EXERCISE: Among the entries below, please repeat exactly and only the lines from the line containing "5L8 12l10 7zM5" to the line containing "4h4l2 5-3 2q2", both lines included.

____

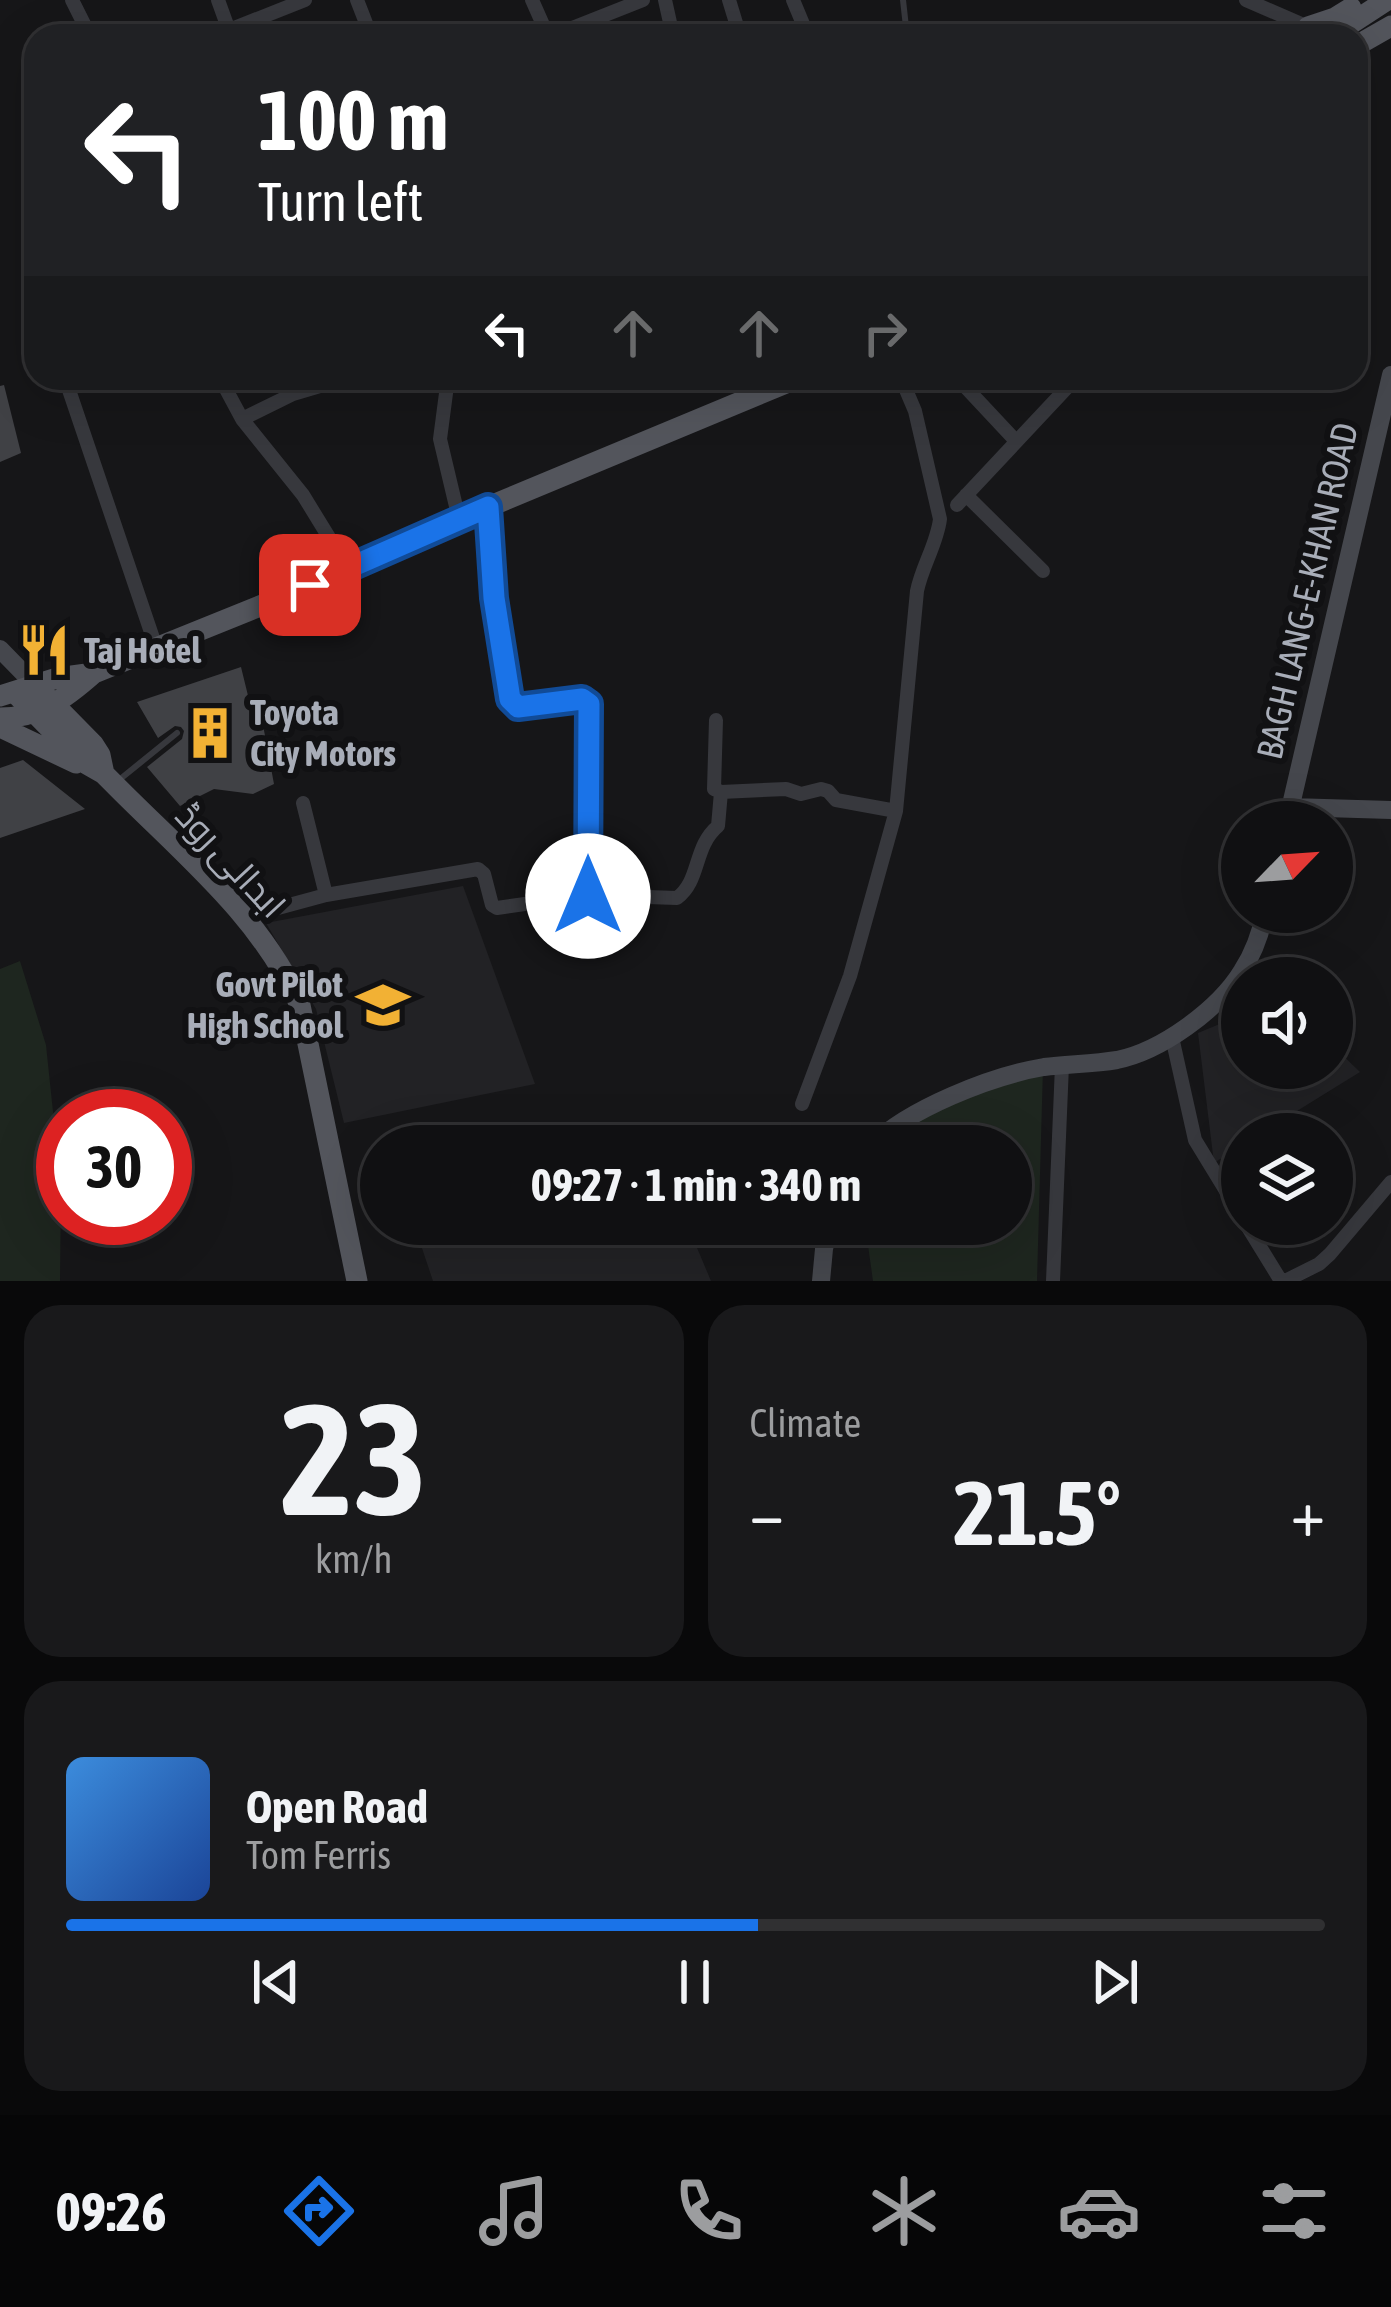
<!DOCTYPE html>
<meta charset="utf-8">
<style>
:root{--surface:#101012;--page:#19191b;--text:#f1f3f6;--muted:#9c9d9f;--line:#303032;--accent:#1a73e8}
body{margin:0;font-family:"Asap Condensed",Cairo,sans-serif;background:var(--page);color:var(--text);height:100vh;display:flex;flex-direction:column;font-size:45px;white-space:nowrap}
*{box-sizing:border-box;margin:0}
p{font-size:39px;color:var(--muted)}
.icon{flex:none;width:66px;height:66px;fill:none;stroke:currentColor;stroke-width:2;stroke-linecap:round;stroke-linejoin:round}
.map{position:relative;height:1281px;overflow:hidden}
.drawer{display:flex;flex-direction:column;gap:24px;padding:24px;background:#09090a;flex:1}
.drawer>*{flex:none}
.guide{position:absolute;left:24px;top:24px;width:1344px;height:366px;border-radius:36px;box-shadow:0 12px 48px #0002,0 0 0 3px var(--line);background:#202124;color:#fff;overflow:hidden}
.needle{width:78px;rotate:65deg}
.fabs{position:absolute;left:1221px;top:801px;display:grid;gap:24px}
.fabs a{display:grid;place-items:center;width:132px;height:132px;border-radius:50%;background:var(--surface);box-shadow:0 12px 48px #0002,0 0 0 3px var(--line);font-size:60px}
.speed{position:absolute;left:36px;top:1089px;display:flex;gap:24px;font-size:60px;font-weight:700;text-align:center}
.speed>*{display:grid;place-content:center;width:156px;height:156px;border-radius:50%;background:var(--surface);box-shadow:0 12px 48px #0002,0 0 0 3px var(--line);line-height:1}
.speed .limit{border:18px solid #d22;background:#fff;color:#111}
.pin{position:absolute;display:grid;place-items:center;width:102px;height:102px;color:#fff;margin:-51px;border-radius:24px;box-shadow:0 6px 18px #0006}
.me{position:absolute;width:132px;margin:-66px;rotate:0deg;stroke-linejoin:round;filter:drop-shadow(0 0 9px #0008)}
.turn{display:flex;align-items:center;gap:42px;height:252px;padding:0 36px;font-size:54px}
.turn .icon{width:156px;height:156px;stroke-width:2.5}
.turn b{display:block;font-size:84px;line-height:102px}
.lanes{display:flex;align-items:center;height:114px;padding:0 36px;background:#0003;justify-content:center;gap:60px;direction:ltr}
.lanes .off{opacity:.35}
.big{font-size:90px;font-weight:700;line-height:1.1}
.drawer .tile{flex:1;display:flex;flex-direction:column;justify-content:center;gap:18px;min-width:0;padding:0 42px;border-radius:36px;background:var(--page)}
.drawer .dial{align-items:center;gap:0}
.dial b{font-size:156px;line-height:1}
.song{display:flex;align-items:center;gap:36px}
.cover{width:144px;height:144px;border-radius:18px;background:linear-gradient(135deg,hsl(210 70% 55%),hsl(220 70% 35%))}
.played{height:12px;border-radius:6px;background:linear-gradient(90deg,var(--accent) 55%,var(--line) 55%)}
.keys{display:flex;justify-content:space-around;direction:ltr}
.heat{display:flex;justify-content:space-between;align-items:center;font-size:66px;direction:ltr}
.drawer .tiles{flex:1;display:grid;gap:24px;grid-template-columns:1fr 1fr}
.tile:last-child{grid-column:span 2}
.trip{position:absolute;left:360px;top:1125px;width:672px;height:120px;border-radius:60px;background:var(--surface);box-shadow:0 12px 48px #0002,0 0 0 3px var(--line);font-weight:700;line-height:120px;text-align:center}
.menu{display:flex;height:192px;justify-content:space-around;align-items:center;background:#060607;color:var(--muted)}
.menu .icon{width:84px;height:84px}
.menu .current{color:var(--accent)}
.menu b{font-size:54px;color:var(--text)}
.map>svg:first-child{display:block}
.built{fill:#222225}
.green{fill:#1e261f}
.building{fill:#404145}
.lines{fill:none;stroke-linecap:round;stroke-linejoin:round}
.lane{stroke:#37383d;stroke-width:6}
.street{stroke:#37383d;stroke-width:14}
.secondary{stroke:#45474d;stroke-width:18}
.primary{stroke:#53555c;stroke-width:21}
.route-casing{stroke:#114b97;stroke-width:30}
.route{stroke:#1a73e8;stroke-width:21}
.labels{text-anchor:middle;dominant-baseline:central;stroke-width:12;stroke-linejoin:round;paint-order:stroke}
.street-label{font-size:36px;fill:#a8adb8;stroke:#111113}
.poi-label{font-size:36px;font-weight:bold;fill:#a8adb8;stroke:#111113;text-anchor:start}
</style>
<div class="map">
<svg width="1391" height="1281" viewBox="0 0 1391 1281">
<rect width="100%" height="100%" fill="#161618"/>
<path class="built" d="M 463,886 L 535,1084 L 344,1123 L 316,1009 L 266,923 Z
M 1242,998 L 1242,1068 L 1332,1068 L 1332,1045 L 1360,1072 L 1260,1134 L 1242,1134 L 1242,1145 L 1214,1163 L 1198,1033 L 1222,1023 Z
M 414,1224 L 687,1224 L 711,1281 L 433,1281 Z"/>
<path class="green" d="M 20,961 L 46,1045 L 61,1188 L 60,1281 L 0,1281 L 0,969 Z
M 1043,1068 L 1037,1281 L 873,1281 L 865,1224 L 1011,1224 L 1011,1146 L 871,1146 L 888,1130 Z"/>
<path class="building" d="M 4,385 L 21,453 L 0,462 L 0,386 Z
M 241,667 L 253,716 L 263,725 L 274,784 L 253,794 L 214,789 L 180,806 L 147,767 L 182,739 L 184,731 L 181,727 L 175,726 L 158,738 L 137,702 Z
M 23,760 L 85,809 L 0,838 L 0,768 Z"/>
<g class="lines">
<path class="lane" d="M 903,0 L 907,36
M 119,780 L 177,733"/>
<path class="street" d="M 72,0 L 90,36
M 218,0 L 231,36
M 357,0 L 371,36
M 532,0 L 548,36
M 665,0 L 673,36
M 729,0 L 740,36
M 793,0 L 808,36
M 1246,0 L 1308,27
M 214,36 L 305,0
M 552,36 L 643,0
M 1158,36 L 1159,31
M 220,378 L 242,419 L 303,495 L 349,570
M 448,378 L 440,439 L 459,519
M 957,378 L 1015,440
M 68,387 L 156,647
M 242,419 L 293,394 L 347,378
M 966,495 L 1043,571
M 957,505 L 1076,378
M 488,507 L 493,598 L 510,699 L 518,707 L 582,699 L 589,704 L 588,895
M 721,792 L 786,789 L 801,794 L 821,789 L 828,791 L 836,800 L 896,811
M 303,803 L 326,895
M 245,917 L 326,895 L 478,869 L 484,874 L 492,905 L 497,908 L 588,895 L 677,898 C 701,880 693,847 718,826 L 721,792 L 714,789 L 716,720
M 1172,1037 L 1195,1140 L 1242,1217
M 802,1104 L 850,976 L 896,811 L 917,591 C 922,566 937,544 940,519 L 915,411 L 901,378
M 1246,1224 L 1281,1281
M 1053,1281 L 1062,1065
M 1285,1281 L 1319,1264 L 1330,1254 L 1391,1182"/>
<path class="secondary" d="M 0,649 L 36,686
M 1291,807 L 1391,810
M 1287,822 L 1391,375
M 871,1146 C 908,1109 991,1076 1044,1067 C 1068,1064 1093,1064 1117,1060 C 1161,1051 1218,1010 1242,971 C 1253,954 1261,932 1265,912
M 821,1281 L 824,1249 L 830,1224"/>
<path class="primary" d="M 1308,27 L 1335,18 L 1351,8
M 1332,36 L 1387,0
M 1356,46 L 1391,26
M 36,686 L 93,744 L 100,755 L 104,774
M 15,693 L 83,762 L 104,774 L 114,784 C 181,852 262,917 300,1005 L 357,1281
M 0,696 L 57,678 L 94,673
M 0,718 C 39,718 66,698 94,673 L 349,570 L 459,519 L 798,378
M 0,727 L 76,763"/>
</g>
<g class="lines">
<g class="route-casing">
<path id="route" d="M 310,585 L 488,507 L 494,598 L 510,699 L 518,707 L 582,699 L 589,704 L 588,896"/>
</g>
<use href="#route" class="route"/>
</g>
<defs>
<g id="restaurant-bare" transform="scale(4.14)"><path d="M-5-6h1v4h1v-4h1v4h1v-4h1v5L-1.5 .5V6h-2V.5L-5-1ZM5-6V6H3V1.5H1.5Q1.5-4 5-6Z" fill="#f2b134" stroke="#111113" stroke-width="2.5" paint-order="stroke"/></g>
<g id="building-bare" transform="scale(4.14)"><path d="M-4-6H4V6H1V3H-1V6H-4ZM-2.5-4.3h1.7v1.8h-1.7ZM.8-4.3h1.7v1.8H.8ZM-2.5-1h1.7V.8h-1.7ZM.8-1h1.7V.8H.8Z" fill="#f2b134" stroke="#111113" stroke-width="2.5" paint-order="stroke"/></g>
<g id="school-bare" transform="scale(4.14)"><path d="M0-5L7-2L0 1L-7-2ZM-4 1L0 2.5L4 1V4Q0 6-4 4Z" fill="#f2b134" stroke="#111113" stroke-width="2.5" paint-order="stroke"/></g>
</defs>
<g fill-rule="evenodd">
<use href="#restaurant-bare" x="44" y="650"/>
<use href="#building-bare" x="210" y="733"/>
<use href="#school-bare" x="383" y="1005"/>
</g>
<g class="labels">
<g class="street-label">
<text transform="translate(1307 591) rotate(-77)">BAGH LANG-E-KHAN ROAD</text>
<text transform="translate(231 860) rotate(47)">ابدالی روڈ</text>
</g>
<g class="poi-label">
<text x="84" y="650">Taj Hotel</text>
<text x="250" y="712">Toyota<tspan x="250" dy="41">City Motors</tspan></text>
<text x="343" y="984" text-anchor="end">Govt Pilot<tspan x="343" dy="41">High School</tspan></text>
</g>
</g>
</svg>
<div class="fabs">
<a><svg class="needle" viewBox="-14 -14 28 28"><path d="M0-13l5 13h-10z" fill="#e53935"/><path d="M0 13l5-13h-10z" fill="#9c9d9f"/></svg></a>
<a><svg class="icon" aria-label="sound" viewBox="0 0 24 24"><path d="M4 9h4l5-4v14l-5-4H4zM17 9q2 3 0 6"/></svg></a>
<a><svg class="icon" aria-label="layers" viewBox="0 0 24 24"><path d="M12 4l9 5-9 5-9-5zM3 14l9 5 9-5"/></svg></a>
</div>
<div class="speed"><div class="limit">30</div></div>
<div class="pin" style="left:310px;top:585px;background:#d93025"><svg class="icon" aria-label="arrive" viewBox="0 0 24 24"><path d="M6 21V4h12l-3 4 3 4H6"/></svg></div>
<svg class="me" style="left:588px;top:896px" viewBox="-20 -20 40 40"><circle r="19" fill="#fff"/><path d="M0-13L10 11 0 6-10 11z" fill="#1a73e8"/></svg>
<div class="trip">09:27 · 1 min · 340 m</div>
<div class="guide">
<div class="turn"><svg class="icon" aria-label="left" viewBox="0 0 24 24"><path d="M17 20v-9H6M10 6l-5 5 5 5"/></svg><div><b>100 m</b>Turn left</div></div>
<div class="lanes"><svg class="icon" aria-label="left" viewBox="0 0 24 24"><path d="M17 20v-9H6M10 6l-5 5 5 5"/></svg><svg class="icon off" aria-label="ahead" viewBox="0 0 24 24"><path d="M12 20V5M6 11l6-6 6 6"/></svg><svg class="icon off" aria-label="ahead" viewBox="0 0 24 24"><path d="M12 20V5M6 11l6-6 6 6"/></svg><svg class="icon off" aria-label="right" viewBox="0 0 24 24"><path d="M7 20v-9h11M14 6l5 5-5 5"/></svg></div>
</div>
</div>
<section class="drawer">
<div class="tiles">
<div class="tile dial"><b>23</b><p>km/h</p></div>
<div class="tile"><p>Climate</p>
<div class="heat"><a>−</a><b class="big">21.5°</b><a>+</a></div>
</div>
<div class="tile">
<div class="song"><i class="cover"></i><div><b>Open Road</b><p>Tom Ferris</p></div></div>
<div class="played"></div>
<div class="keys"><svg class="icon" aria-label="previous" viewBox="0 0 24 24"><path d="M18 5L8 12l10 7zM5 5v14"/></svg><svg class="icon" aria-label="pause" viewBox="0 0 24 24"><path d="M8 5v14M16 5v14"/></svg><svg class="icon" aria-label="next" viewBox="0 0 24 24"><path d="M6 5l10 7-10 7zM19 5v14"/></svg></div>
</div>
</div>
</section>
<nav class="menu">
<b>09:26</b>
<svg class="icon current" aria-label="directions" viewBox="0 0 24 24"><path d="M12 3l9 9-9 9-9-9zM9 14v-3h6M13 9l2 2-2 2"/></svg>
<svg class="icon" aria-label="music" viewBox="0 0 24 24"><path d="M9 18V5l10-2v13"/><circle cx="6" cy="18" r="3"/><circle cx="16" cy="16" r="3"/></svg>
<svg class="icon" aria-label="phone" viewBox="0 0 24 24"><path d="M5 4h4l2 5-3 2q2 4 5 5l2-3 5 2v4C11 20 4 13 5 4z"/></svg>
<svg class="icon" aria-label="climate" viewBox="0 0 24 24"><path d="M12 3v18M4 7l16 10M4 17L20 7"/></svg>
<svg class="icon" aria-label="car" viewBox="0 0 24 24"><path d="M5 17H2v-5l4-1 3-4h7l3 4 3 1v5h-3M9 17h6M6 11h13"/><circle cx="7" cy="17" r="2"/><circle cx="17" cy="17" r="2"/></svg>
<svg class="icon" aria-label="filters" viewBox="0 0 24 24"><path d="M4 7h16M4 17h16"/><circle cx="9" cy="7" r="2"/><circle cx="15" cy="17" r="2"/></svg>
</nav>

____

RESULT BELOW:
<div class="keys"><svg class="icon" aria-label="previous" viewBox="0 0 24 24"><path d="M18 5L8 12l10 7zM5 5v14"/></svg><svg class="icon" aria-label="pause" viewBox="0 0 24 24"><path d="M8 5v14M16 5v14"/></svg><svg class="icon" aria-label="next" viewBox="0 0 24 24"><path d="M6 5l10 7-10 7zM19 5v14"/></svg></div>
</div>
</div>
</section>
<nav class="menu">
<b>09:26</b>
<svg class="icon current" aria-label="directions" viewBox="0 0 24 24"><path d="M12 3l9 9-9 9-9-9zM9 14v-3h6M13 9l2 2-2 2"/></svg>
<svg class="icon" aria-label="music" viewBox="0 0 24 24"><path d="M9 18V5l10-2v13"/><circle cx="6" cy="18" r="3"/><circle cx="16" cy="16" r="3"/></svg>
<svg class="icon" aria-label="phone" viewBox="0 0 24 24"><path d="M5 4h4l2 5-3 2q2 4 5 5l2-3 5 2v4C11 20 4 13 5 4z"/></svg>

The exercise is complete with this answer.